## REQUIRED WORK
Please copy each line below that contains the string "their".

## SUPPLIED MATERIAL
§ §

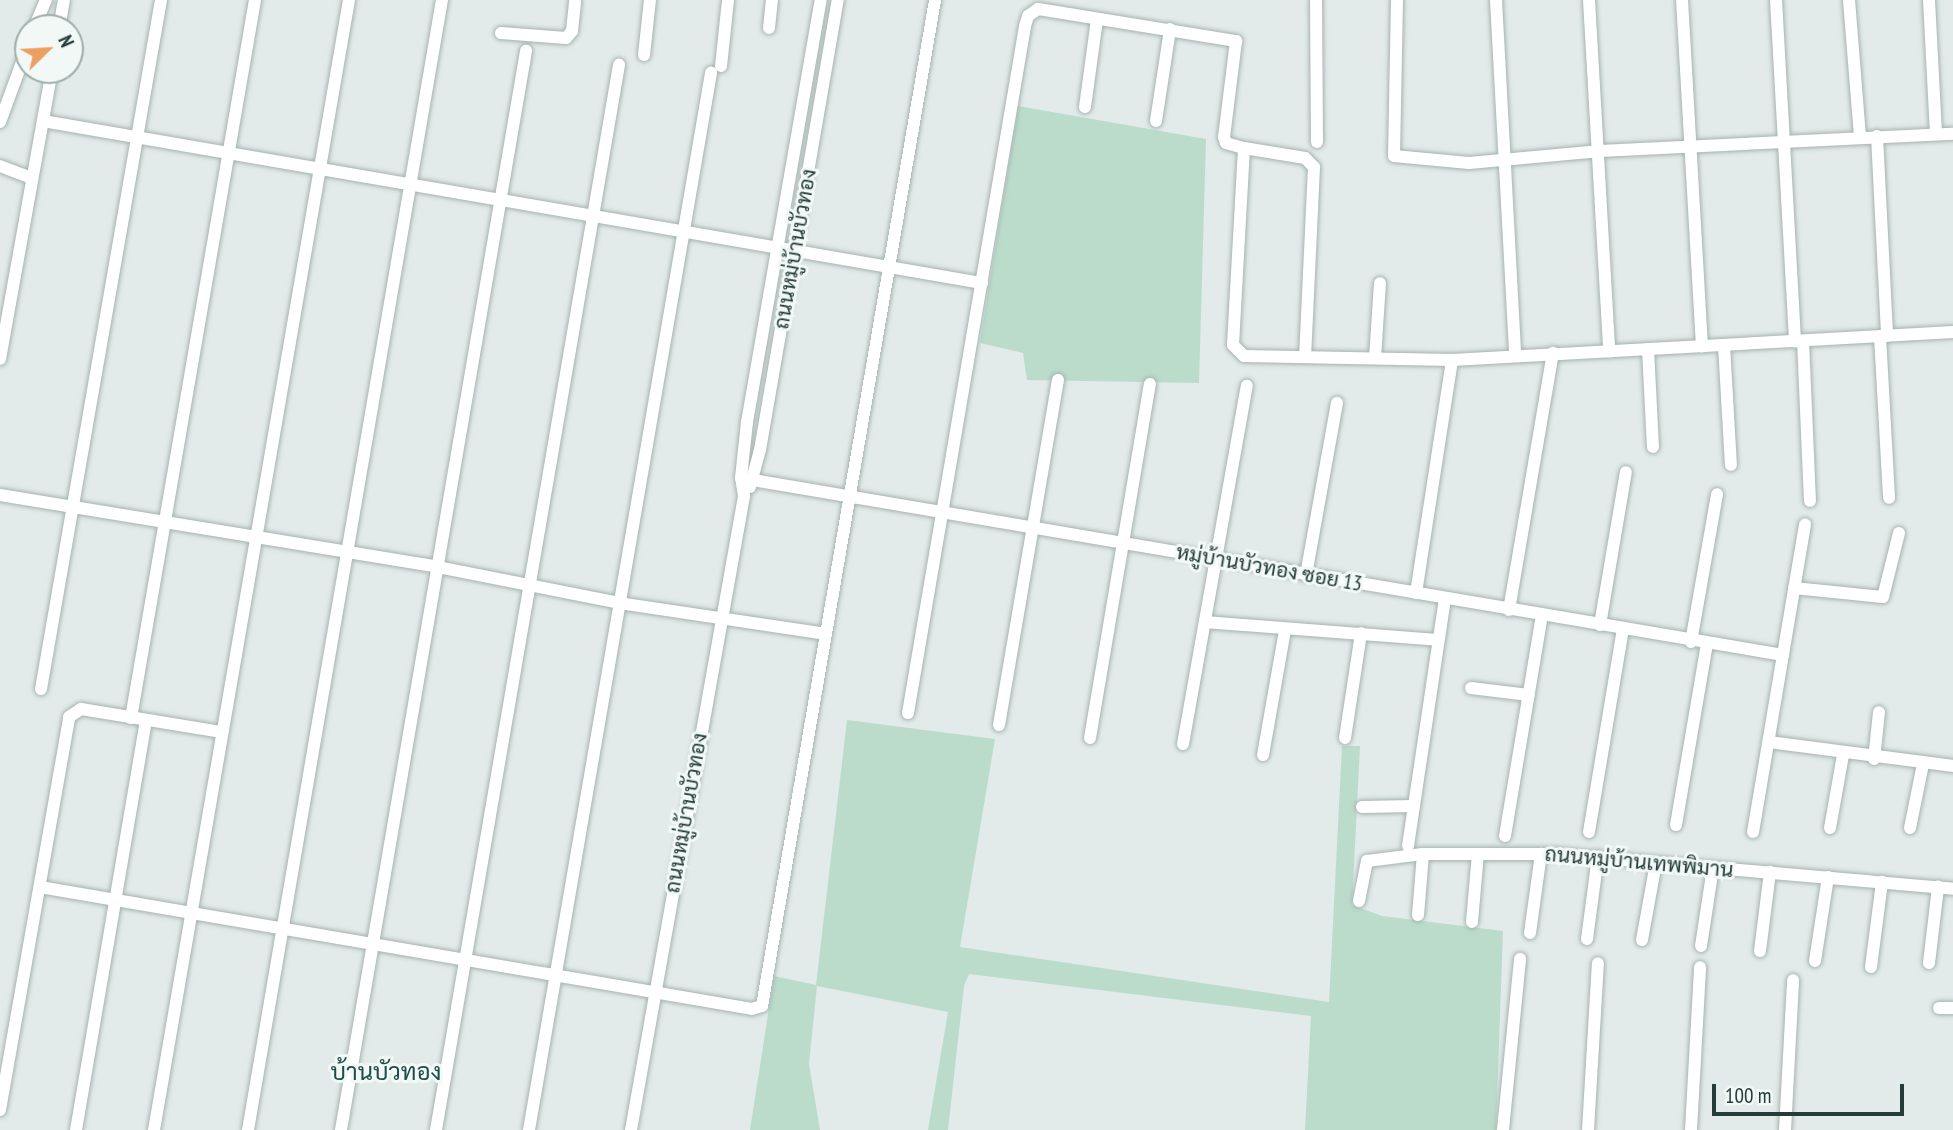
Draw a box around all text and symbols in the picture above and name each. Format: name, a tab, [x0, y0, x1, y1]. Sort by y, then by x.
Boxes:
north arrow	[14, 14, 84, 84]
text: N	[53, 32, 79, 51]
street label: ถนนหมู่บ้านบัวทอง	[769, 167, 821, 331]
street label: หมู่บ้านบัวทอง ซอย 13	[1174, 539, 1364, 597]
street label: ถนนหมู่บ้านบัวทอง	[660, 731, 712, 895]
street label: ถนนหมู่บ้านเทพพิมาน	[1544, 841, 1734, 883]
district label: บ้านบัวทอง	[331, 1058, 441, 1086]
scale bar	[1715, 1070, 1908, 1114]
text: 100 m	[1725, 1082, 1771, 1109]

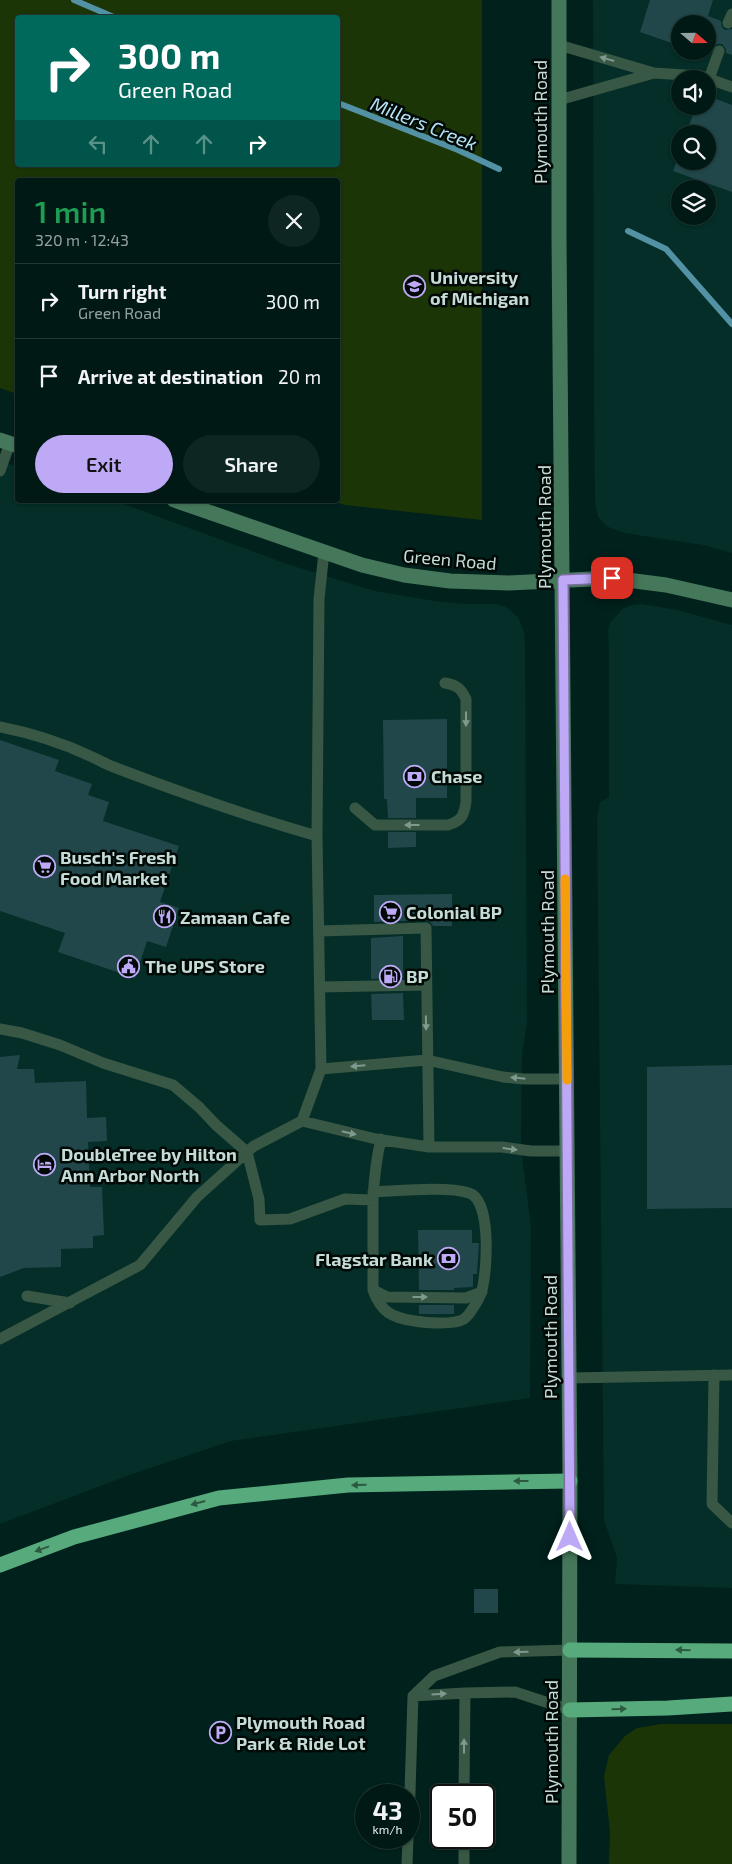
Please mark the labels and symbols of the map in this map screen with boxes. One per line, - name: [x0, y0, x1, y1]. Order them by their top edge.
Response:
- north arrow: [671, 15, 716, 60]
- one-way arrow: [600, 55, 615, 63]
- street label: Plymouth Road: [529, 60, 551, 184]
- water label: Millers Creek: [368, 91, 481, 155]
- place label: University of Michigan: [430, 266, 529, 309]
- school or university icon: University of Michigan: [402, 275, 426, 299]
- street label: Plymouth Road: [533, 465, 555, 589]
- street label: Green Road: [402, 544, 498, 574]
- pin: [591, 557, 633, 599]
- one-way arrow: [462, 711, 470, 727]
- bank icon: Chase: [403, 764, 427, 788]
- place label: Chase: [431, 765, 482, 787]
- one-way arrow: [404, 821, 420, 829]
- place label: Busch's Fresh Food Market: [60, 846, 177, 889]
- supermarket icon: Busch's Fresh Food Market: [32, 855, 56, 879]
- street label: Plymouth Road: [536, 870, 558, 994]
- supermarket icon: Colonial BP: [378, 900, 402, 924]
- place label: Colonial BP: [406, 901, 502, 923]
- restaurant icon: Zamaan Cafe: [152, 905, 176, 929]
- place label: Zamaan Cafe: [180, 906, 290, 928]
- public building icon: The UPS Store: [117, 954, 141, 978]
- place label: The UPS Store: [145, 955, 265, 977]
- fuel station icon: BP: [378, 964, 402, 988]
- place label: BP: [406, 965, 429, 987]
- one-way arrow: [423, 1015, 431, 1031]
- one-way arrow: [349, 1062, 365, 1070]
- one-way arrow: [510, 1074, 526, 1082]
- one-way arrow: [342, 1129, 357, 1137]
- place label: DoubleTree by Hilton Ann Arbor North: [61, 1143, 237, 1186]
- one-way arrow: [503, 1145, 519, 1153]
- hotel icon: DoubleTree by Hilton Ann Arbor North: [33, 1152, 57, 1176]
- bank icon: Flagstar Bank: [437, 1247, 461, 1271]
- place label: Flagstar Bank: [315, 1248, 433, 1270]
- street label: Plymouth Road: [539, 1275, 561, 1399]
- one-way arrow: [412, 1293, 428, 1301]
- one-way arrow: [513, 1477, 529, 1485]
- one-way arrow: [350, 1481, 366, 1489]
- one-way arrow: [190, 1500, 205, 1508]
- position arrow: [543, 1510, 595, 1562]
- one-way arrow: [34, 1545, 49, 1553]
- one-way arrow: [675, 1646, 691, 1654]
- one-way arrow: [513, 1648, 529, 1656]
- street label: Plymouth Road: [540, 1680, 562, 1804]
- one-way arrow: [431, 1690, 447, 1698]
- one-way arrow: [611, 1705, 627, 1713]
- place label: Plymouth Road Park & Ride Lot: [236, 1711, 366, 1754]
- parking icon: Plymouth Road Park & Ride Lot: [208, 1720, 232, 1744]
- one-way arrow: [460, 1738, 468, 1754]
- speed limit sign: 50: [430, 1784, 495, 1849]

§ §

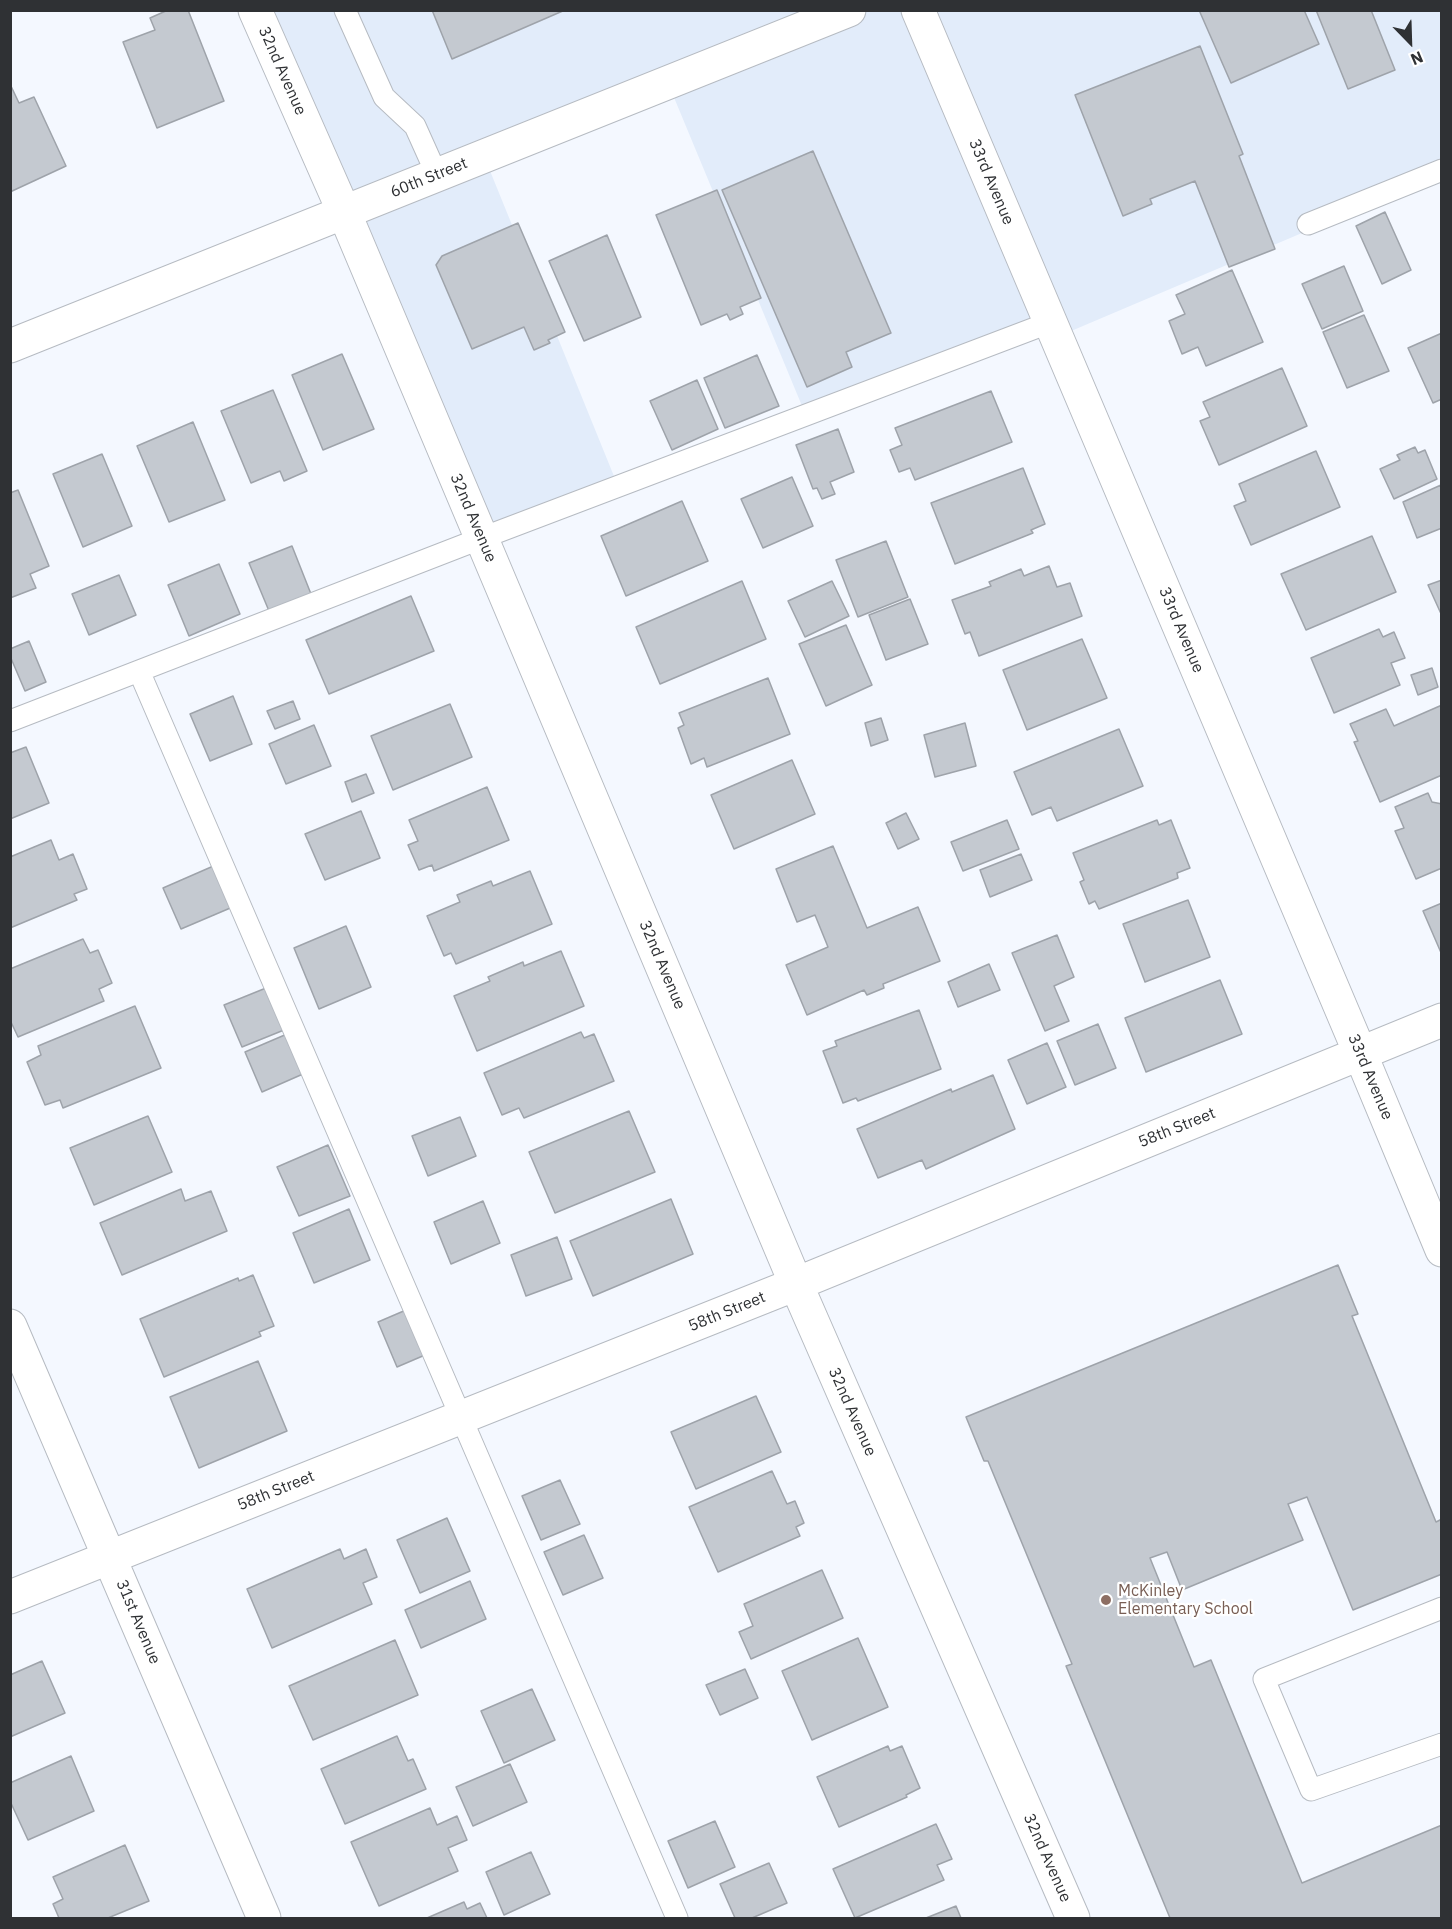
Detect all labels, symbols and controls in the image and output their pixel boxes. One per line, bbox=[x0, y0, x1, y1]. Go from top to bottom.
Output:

§ §

## RESULT OF THIS EXERCISE
Please mark the labels and symbols of the map in this map screen with boxes. One per line, - name: [x0, y0, x1, y1]. Order them by their top edge.
Detect all labels, symbols and controls in the image and output their pixel boxes. One per line, bbox=[x0, y0, x1, y1]. Go from top to bottom.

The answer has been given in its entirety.